Menlo Research a ouvert les commandes directes de l’Asimov 1, son humanoïde open source destiné aux développeurs et aux laboratoires. Le kit complet est affiché à 20 000 dollars et demande plus de 100 heures d’assemblage selon le fabricant.
La machine mesure 1,2 mètre, pèse 35 kilogrammes et dispose de 25 degrés de liberté motorisés, auxquels s’ajoutent deux axes passifs. Elle est conçue comme une plateforme de recherche sur la locomotion, le contrôle du corps entier et les agents capables d’agir sur un robot réel.

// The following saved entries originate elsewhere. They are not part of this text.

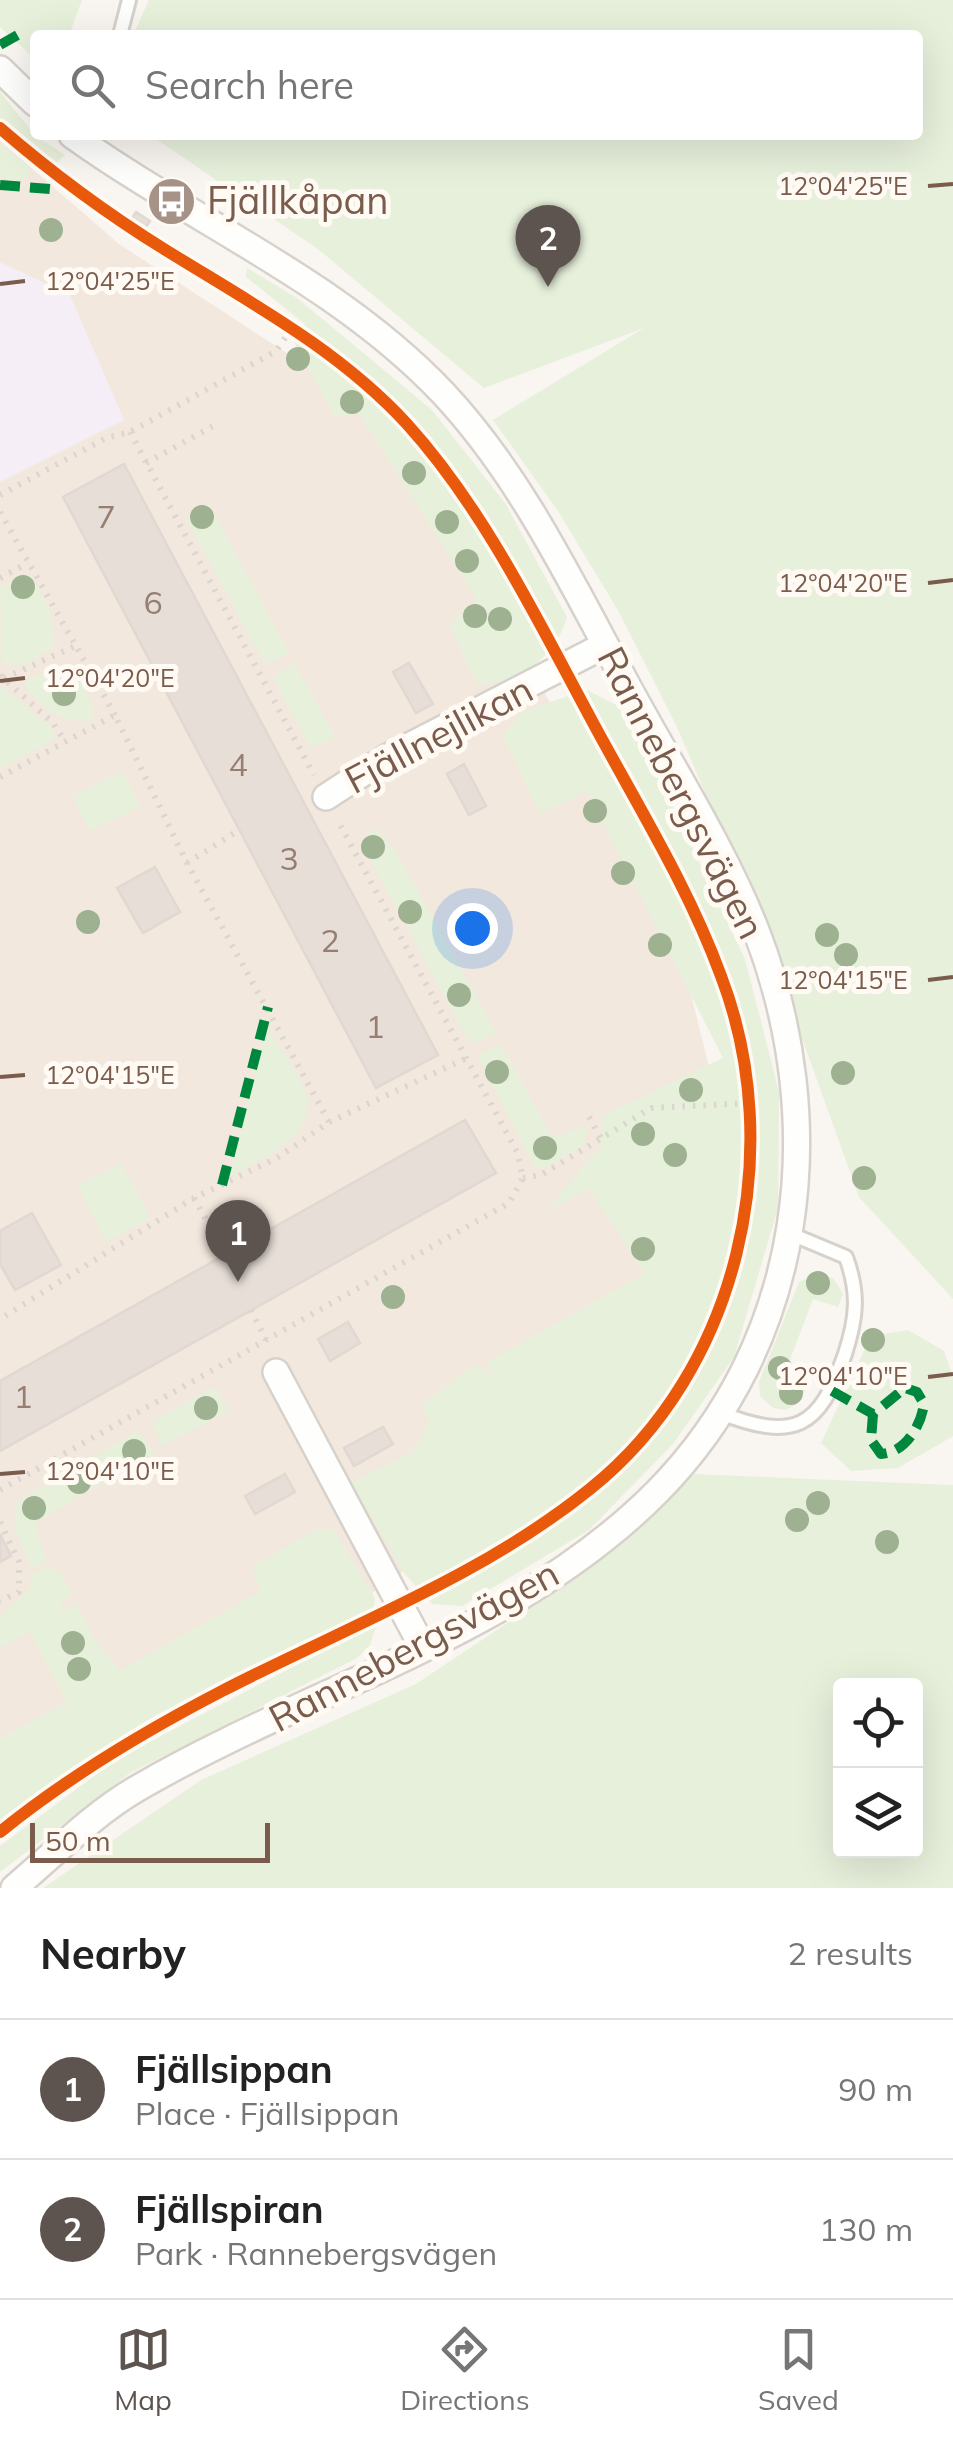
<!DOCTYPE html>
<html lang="en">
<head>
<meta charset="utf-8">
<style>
	body { margin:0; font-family:Mulish,sans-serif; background:#f6f6f6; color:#222 }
	.controls { position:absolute; right:30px; bottom:30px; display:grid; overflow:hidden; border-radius:10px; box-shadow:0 10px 40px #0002 }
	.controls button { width:90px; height:90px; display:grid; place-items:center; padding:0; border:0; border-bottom:2px solid #e0e0e0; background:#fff; color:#222; font:50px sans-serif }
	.scale { position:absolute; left:30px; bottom:25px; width:240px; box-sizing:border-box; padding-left:10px; border:5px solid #7a5c4d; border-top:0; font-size:28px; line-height:35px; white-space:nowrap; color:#7a5c4d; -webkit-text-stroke:8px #fffaf3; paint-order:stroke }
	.you { position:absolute; left:472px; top:928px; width:35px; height:35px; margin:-25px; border:8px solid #fff; border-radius:50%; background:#1a73e8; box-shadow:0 0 0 15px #1a73e833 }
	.badge { display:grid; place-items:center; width:65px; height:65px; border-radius:50%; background:#5d544f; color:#fff; font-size:32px; font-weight:700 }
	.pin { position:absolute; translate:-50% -82px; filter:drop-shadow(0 2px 5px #0008) }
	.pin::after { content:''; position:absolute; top:52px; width:35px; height:30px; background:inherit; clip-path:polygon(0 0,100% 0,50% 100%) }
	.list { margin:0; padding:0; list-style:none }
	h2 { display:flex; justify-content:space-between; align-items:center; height:130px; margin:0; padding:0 40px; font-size:42px }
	h2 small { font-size:32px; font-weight:400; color:#767676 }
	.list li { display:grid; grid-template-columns:65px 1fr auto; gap:30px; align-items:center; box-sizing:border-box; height:140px; padding:0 40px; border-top:2px solid #e0e0e0 }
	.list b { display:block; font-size:38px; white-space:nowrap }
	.list p { margin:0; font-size:32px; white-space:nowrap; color:#767676 }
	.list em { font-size:32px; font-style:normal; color:#767676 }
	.icon { flex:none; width:55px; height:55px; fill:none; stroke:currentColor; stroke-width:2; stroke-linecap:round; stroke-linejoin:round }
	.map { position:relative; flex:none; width:953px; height:1888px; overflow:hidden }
	.search { position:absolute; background:#fff; box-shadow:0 10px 40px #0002; left:30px; right:30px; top:30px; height:110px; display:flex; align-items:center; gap:25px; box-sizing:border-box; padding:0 35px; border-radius:10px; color:#767676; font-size:38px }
	.sheet { height:410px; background:#fff }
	nav { display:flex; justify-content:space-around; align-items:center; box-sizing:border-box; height:140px; border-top:2px solid #e0e0e0; background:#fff; font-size:28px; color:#767676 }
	nav a { display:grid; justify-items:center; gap:5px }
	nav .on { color:#5d544f }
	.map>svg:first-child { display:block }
</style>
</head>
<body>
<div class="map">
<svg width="953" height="1888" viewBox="0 0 953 1888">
	<rect width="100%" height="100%" fill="#f9f5f0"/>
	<path fill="#f2e8de" d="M0,141L119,244L385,417L670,910L731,1155L638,1409L358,1603L26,1779L0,1803Z"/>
	<path fill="#f6eef6" d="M0,262L70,295L124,420L0,482Z"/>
	<path fill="#e7f0db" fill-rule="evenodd" d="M0,0H82L69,35H35V59L0,27Z
		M149,0H953V1299L859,1197L761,924L677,727L619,612L558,511L493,420L644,328L484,388L318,249L150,135H918V35H133Z
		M0,92L35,135L65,155L55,165L0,119Z
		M0,143L29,167L28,179L14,181L0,176Z
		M247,268L297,298L432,410L505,503L567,617C557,654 517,689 477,684L449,625L477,599L358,412L335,418L293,340L305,324L246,277Z
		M208,502L289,653L270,663L263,661L187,520Z
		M30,574L51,611L53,647L25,665L2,664L0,587Z
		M294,662L335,737L311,748L273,678Z
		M60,664C80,670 86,692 94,710L91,720C64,726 35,705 23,682Z
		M0,685L52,728L56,738L0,769Z
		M587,690L618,706L666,792L745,959L779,1092L778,1208L734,1357L673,1444L589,1530L462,1606L432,1604L404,1573L351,1483L413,1452L429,1422L422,1405L473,1365L494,1375L486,1363L645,1273L589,1189L546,1211L600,1147L602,1116L723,1058L587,791L540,814L503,736L523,711Z
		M122,771L140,806L90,831L72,796Z
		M375,828L397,853L496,1032L478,1042L468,1040L365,850L362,839Z
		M267,1026C298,1080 339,1111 270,1154C256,1162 243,1171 229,1177Z
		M501,1044L552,1137L588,1125L584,1145L544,1169L535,1168L480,1061V1054Z
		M121,1163L150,1218L107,1242L77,1186Z
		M813,1275L833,1278L843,1294L838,1307L813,1299L783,1378L806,1389L798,1403L786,1410L773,1408L760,1396L759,1382L799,1282Z
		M908,1330L944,1351L953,1377V1436L898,1468L851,1471L821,1443L871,1336Z
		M215,1387L229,1410L163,1446L153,1428L155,1420Z
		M137,1431L155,1453L34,1523L47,1562L31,1568L14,1525L17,1502Z
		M694,1474L953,1485V1888H43L201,1780L416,1684L573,1579ZM840,1686H916V1850H840Z
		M317,1529L334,1530L375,1598L374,1607L156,1715L74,1766L0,1822V1738L67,1702L30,1632L0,1647V1616L30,1588L31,1575L50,1566L61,1573L72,1594L59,1604L64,1609L77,1604L91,1634L119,1671L261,1591L252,1567Z
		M377,1623L370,1645L357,1658L130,1773L0,1872V1846L117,1759Z"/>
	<path fill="#e6ded7" stroke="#e2d8d2" stroke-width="2.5" d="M136,212L150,221L146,227L132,218Z
		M124,464L438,1055L376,1088L63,497Z
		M409,663L433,704L416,713L393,672Z
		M464,764L486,806L469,815L447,774Z
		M155,867L180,912L143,933L117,888Z
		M465,1120L496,1173L0,1451V1381Z
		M32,1213L61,1265L15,1290L0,1264V1231Z
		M348,1322L360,1343L330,1361L318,1339Z
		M383,1427L393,1444L354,1466L344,1448Z
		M285,1474L295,1492L255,1514L245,1496Z
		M0,1534L11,1556L0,1562Z"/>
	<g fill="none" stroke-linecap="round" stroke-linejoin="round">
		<defs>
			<path id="lane" d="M120,35L129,0
				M718,1412C795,1442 819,1429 845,1354C857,1317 859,1293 846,1257L791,1234"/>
			<path id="street" d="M0,69L35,103
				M326,797L386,758L605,645
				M276,1372L422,1646
				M14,1888C53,1855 93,1814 138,1788C309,1688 515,1635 657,1492C805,1342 830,1124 757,933C724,848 669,763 626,683C572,584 521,476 443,393C338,282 195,223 72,135"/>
		</defs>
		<use href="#lane" stroke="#d7d1cb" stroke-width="18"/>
		<use href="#street" stroke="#d7d1cb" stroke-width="30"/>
		<path stroke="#dcd5d0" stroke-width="6" stroke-dasharray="2.5 8" stroke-linecap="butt" d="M130,432L314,775
			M146,463L215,425
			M0,495L106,438L130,432L276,351L293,327
			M0,512L115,715
			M0,578L28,563
			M0,675L53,723L65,741
			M4,678L78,645
			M0,777L115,715L187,863L329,1122L277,1158L194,1198L0,1319
			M187,863L239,830
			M589,1117L602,1140
			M329,1122L467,1058
			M523,1178L541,1175L651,1108L751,1103
			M194,1198L225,1254
			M251,1310L266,1340
			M0,1490L509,1203L523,1178L517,1152L338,821
			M0,1522L19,1562V1592L0,1601"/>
		<use href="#lane" stroke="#fefefd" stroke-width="12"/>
		<use href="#street" stroke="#fefefd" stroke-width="25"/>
		<path stroke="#00873e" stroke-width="10" stroke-dasharray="20 10" stroke-linecap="butt" d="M0,45L23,32
			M0,185L50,189L59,179
			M222,1185L268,1007
			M832,1391L873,1414L905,1388L917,1392L924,1404C921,1426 905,1453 881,1454L871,1440L873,1414"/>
		<defs>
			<path id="cycleway" d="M0,128C52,173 106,213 164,249C249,302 338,349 407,424C484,509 537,619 591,719C636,803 688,886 721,976C788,1151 739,1370 590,1489C481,1577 346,1627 222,1691C143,1732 69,1776 0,1832"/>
		</defs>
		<use href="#cycleway" stroke="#fffaf3" stroke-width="19"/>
		<use href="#cycleway" stroke="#e8590c" stroke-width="12"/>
	</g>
	<g fill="#9eb190">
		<circle cx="51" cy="230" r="12"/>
		<circle cx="298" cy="359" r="12"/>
		<circle cx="352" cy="402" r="12"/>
		<circle cx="414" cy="473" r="12"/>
		<circle cx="202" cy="517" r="12"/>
		<circle cx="447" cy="522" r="12"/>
		<circle cx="467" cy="561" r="12"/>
		<circle cx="23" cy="587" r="12"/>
		<circle cx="475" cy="616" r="12"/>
		<circle cx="500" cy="619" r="12"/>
		<circle cx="64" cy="694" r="12"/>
		<circle cx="595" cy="811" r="12"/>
		<circle cx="373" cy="847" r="12"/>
		<circle cx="623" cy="873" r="12"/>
		<circle cx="410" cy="912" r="12"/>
		<circle cx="88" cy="922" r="12"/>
		<circle cx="827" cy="935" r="12"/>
		<circle cx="660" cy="945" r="12"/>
		<circle cx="846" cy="955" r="12"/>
		<circle cx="459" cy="995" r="12"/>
		<circle cx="497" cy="1072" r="12"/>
		<circle cx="843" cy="1073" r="12"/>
		<circle cx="691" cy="1090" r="12"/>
		<circle cx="643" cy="1134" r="12"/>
		<circle cx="545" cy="1148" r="12"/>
		<circle cx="675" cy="1155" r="12"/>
		<circle cx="864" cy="1178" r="12"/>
		<circle cx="643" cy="1249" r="12"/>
		<circle cx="818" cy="1283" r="12"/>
		<circle cx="393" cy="1297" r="12"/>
		<circle cx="873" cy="1340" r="12"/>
		<circle cx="780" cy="1368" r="12"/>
		<circle cx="791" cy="1393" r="12"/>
		<circle cx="206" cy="1408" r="12"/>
		<circle cx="134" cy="1451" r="12"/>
		<circle cx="79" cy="1482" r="12"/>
		<circle cx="818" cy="1503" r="12"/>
		<circle cx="34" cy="1508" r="12"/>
		<circle cx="797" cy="1520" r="12"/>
		<circle cx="887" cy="1542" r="12"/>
		<circle cx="73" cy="1643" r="12"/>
		<circle cx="79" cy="1669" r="12"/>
	</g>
	<path fill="none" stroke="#7a5c4d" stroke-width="4" d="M928,186L953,184M0,284L25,281M928,583L953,580M0,681L25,678M928,980L953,977M0,1077L25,1075M928,1377L953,1374M0,1474L25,1472"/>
	<defs>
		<symbol id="bus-disc" viewBox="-11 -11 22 22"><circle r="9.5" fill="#a69286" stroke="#fffaf3"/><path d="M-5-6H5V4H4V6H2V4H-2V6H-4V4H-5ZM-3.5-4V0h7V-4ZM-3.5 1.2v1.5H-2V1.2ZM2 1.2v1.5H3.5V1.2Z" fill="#fff"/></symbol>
	</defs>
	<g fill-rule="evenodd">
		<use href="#bus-disc" x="144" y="174" width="55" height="55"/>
	</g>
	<g text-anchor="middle" stroke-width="10" stroke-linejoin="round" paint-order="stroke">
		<g font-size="32" fill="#977e72">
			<text x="106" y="528">7</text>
			<text x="153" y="614">6</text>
			<text x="238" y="776">4</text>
			<text x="289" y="870">3</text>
			<text x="330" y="952">2</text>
			<text x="375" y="1038">1</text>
			<text x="23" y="1408">1</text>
		</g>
		<g font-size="38" fill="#7a5c4d" stroke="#fffaf3" text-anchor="start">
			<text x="207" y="214">Fjällkåpan</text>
		</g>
		<g font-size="38" fill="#7a5c4d" stroke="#fffaf3">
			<text transform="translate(439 735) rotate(-28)" y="13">Fjällnejlikan</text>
			<text transform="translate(681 793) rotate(63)" y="13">Rannebergsvägen</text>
			<text transform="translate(414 1646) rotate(-28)" y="13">Rannebergsvägen</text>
		</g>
	</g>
	<g font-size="25" text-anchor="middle" fill="#7a5c4d" stroke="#fffaf3" stroke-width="10" stroke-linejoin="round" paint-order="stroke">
		<text x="843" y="195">12°04'25"E</text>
		<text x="110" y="290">12°04'25"E</text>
		<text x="843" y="592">12°04'20"E</text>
		<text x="110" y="687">12°04'20"E</text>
		<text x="843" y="989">12°04'15"E</text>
		<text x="110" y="1084">12°04'15"E</text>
		<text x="843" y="1385">12°04'10"E</text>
		<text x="110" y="1480">12°04'10"E</text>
	</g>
</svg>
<div class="controls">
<button><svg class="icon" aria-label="locate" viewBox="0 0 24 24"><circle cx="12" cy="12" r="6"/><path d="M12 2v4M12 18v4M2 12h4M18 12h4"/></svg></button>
<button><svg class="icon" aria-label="layers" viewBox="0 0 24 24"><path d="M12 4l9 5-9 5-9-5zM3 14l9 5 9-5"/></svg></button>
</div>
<div class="scale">50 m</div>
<div class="you"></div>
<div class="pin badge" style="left:238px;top:1282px">1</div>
<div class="pin badge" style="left:548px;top:287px">2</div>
<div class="search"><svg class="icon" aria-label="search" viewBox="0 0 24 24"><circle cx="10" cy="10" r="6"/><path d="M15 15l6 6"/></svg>Search here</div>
</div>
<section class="sheet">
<h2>Nearby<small>2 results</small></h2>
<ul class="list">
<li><span class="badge">1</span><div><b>Fjällsippan</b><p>Place · Fjällsippan</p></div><em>90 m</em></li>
<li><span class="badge">2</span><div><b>Fjällspiran</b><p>Park · Rannebergsvägen</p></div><em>130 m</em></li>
</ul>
</section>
<nav>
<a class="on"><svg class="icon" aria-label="map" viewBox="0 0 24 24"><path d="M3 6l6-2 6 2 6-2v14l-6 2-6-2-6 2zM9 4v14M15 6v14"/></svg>Map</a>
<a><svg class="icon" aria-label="directions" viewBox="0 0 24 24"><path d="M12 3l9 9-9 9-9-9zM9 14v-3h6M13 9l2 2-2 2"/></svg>Directions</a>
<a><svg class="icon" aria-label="saved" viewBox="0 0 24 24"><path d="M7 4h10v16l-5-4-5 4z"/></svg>Saved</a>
</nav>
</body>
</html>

Un humanoïde à monter et à modifier
L’Asimov 1 ne vise pas l’utilisateur qui cherche un robot prêt à travailler dès la livraison. L’acheteur reçoit un ensemble à assembler, puis doit installer et configurer les différentes couches matérielles et logicielles. Menlo Research présente cette contrainte comme un outil pédagogique : la construction doit permettre de comprendre les articulations, le câblage, la locomotion et la maintenance.
Le projet publie sa nomenclature, ses fichiers de conception, ses cartes électroniques, son câblage et un environnement de simulation. Les équipes peuvent donc modifier la structure, remplacer une pièce ou adapter le robot à un protocole expérimental. Une version numérique accessible dans le navigateur permet aussi d’explorer la plateforme avant l’achat.
20 000 dollars, mais sans mains
Le tarif reste élevé pour un particulier, mais se situe sous celui de nombreuses plateformes humanoïdes de laboratoire. Menlo Research estime qu’un approvisionnement individuel des composants coûterait environ 11 000 dollars de plus, grâce aux achats groupés réalisés pour le kit.
Le prix final peut varier selon le transport et les droits de douane. Surtout, l’Asimov 1 n’inclut pas de mains. Cette absence limite les travaux de manipulation dès la sortie du carton, mais laisse aux équipes le choix d’intégrer leurs propres effecteurs.
Une plateforme de recherche, pas un robot généraliste
L’ouverture des commandes rend le matériel plus accessible, sans effacer les exigences de sécurité et d’ingénierie. Un humanoïde de 35 kilogrammes doit être testé dans un espace contrôlé, avec des procédures d’arrêt et une surveillance adaptées.
La proposition d’Asimov repose moins sur une performance spectaculaire que sur la transparence. Pour un laboratoire, l’intérêt est de pouvoir inspecter chaque couche, réparer rapidement une panne et exécuter ses propres modèles. La valeur réelle dépendra maintenant de la qualité de la documentation, de la disponibilité des pièces et de la communauté qui se formera autour de la plateforme.
Sources : annonce officielle d’Asimov et page produit de Menlo Research.